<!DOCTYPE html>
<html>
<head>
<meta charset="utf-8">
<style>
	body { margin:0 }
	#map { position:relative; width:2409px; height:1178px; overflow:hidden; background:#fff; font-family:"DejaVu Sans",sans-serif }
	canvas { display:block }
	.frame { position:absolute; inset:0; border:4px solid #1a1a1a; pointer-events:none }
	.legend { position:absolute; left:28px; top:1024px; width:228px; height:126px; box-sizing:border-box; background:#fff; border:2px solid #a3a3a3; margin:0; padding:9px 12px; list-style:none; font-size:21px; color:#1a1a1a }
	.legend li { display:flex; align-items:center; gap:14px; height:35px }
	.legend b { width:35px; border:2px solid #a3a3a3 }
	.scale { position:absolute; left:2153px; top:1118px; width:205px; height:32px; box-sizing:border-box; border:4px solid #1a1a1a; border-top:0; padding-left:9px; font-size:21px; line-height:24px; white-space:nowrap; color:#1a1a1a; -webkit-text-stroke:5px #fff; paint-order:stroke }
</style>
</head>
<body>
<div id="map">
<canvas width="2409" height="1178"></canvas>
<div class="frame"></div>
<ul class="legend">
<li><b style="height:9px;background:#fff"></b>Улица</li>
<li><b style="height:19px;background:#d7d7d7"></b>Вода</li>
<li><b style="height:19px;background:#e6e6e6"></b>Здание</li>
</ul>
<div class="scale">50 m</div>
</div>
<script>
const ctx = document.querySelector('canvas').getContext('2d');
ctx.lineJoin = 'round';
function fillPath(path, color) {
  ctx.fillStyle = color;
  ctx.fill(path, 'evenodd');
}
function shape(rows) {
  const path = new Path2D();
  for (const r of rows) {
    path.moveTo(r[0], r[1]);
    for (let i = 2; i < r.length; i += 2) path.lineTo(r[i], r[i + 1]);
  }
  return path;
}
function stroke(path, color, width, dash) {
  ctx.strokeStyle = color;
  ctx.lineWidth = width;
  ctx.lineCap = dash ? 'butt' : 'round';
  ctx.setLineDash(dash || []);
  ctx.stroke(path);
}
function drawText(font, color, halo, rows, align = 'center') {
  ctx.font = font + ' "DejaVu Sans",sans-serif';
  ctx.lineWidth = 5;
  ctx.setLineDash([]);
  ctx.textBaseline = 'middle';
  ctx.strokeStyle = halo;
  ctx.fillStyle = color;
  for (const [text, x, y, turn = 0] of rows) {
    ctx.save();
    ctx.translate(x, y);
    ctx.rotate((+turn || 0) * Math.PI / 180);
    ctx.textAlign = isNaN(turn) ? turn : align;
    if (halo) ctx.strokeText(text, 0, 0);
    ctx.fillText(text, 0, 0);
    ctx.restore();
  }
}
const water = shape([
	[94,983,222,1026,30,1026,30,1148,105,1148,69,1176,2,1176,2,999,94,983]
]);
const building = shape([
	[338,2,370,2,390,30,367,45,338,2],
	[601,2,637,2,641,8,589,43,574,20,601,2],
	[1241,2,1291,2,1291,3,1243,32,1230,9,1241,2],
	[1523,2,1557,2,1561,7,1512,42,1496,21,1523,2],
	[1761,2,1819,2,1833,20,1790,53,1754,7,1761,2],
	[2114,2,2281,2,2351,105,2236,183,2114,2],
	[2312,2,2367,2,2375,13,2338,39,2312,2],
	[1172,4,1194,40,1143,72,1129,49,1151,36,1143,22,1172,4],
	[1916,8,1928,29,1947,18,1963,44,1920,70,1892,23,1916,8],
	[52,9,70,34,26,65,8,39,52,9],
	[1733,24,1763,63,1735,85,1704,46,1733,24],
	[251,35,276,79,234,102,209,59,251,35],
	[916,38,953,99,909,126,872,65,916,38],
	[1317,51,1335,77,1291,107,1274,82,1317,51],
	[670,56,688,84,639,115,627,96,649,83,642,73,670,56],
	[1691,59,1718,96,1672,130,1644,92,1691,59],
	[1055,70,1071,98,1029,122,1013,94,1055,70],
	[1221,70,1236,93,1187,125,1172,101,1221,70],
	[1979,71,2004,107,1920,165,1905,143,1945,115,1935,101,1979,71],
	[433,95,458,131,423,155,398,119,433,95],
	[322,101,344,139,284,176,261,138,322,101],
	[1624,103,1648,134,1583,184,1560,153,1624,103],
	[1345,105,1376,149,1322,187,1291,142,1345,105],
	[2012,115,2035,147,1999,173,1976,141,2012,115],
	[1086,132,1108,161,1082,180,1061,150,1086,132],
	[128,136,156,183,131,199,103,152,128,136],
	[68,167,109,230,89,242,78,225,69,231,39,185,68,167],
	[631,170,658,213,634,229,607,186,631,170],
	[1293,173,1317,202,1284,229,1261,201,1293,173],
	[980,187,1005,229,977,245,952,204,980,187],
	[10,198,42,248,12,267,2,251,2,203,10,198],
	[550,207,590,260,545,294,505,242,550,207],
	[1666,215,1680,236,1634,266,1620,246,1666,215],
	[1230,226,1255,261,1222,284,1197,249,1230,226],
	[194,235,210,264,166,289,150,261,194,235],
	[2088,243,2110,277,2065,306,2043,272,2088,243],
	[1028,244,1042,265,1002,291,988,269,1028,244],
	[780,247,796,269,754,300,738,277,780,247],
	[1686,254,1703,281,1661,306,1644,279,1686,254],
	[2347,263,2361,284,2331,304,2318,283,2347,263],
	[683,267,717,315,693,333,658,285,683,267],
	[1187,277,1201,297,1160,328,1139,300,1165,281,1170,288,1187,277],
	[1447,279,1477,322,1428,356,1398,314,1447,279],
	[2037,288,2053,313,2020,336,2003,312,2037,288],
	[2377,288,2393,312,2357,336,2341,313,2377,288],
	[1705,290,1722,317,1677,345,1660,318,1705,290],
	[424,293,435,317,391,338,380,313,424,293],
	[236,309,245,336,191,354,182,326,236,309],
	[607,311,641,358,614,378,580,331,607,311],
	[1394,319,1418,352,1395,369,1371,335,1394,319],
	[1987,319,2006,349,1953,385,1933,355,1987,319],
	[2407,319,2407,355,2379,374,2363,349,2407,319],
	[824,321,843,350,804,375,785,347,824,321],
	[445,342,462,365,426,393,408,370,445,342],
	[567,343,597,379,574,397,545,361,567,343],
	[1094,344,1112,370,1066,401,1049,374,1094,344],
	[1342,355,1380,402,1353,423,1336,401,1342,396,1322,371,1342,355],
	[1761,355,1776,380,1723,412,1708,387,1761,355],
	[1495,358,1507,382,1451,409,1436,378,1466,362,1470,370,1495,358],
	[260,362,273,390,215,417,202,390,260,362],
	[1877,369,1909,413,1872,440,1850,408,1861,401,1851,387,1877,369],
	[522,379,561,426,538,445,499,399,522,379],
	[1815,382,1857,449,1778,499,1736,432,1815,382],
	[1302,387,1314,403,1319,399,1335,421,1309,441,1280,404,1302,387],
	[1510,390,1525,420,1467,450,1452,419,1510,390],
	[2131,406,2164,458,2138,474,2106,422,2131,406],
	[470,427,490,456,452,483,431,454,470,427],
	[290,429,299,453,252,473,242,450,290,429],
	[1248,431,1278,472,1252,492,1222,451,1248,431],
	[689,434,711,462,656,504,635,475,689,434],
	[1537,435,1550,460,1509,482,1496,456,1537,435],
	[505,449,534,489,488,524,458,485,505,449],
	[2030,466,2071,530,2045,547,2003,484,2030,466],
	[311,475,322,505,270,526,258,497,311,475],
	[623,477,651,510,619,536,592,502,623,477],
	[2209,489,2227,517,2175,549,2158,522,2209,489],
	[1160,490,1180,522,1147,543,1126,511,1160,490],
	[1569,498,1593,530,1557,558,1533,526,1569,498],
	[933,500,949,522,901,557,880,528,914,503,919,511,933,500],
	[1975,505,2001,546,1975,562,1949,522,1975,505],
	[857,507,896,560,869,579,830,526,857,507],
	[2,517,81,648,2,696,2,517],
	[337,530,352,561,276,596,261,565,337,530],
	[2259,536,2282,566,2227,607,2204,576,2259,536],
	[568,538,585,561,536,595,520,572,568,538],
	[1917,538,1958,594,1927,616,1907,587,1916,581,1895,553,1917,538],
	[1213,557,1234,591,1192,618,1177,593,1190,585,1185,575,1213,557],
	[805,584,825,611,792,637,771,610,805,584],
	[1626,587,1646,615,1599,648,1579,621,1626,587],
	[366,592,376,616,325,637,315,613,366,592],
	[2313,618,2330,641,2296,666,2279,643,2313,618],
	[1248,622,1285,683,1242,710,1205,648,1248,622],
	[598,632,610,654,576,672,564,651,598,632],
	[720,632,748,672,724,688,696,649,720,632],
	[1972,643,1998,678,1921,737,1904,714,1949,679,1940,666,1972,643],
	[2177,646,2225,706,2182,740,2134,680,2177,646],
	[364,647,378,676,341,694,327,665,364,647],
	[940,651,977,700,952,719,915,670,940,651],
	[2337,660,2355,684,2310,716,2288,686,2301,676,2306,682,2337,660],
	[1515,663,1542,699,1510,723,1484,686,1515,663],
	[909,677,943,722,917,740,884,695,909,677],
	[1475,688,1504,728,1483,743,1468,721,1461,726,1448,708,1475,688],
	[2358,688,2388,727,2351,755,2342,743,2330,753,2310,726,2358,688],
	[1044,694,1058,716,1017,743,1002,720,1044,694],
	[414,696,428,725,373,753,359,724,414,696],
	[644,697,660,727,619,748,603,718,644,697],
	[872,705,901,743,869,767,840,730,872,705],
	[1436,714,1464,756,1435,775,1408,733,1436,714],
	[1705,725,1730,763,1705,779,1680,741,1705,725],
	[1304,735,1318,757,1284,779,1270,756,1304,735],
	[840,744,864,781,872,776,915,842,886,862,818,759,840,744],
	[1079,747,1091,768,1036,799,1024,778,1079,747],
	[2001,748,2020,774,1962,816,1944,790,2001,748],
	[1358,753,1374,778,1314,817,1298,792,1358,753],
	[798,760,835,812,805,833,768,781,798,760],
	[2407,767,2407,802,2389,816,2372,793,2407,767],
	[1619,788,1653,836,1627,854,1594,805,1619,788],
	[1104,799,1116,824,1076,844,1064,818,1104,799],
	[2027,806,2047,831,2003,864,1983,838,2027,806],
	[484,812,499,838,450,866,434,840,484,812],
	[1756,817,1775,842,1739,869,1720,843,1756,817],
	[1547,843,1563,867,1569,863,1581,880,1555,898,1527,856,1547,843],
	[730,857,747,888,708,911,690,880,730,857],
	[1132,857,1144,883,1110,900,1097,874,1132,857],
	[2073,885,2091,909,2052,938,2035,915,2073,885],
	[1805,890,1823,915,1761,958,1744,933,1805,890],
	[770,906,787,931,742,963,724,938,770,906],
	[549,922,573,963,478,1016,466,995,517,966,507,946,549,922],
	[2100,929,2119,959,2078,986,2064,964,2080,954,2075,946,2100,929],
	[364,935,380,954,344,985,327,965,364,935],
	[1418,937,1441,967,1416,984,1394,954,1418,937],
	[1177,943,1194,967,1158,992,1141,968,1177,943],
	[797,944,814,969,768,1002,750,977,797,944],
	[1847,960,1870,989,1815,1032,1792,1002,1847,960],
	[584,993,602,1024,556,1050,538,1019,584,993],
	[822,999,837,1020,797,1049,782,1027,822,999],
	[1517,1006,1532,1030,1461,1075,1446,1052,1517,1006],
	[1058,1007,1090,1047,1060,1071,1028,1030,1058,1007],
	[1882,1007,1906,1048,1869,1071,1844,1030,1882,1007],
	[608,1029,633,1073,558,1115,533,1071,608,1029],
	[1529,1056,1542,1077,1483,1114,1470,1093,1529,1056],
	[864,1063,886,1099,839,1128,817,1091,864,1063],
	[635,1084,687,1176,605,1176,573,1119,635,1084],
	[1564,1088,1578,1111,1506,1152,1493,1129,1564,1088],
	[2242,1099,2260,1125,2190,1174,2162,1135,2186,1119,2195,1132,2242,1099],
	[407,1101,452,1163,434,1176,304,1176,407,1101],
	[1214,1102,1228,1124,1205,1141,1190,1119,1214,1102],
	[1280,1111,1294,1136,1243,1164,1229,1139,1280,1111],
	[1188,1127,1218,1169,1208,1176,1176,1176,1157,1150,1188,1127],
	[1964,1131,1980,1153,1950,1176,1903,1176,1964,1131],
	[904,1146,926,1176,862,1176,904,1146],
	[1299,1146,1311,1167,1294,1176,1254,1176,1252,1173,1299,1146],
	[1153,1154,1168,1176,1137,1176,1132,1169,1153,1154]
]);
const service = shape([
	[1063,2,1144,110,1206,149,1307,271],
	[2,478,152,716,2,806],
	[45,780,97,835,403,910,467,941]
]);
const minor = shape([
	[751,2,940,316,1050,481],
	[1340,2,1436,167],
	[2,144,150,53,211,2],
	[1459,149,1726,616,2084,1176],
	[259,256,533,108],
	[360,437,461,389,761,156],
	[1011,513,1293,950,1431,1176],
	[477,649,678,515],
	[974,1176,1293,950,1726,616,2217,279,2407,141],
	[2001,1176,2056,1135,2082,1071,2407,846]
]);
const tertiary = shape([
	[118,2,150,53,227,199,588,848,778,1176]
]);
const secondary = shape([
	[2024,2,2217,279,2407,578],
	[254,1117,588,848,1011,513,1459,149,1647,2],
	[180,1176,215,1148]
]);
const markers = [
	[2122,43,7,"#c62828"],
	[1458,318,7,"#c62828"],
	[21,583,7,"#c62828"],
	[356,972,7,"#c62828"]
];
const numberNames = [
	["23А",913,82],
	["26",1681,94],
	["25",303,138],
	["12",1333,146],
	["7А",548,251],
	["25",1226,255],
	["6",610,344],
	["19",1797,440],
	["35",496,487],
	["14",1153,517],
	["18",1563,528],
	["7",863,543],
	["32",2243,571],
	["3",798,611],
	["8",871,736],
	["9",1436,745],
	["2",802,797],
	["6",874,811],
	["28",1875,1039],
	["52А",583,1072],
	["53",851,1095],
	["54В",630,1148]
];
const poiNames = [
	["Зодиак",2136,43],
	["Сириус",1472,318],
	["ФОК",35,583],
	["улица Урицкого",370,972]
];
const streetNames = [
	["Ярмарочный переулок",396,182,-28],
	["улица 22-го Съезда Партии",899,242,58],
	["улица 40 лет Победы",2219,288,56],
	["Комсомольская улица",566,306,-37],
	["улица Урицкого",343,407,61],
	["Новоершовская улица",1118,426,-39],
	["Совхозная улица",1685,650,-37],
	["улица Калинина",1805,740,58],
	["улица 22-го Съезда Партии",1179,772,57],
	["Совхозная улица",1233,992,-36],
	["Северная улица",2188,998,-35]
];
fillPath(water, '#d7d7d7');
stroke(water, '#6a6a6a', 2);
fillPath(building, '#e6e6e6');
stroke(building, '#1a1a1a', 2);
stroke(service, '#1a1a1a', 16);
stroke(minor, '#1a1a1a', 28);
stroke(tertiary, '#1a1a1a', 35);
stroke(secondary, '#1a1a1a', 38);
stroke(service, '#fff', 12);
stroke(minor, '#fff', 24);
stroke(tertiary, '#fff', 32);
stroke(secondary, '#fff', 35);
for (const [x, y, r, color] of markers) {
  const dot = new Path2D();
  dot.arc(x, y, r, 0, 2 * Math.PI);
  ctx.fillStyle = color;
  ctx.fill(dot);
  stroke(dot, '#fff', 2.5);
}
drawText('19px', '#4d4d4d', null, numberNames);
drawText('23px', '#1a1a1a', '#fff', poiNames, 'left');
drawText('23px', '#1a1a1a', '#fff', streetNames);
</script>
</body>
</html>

▶ _WHAT THIS TASK INVOLVES_: Could you retype exactly the lines above, starting at the line that contains "ctx.setLineDash([]);" and ending at the line that contains "ctx.textAlign = isNaN(turn)", and nothing more?

▶ _ANSWER TO THIS TASK_:
  ctx.setLineDash([]);
  ctx.textBaseline = 'middle';
  ctx.strokeStyle = halo;
  ctx.fillStyle = color;
  for (const [text, x, y, turn = 0] of rows) {
    ctx.save();
    ctx.translate(x, y);
    ctx.rotate((+turn || 0) * Math.PI / 180);
    ctx.textAlign = isNaN(turn) ? turn : align;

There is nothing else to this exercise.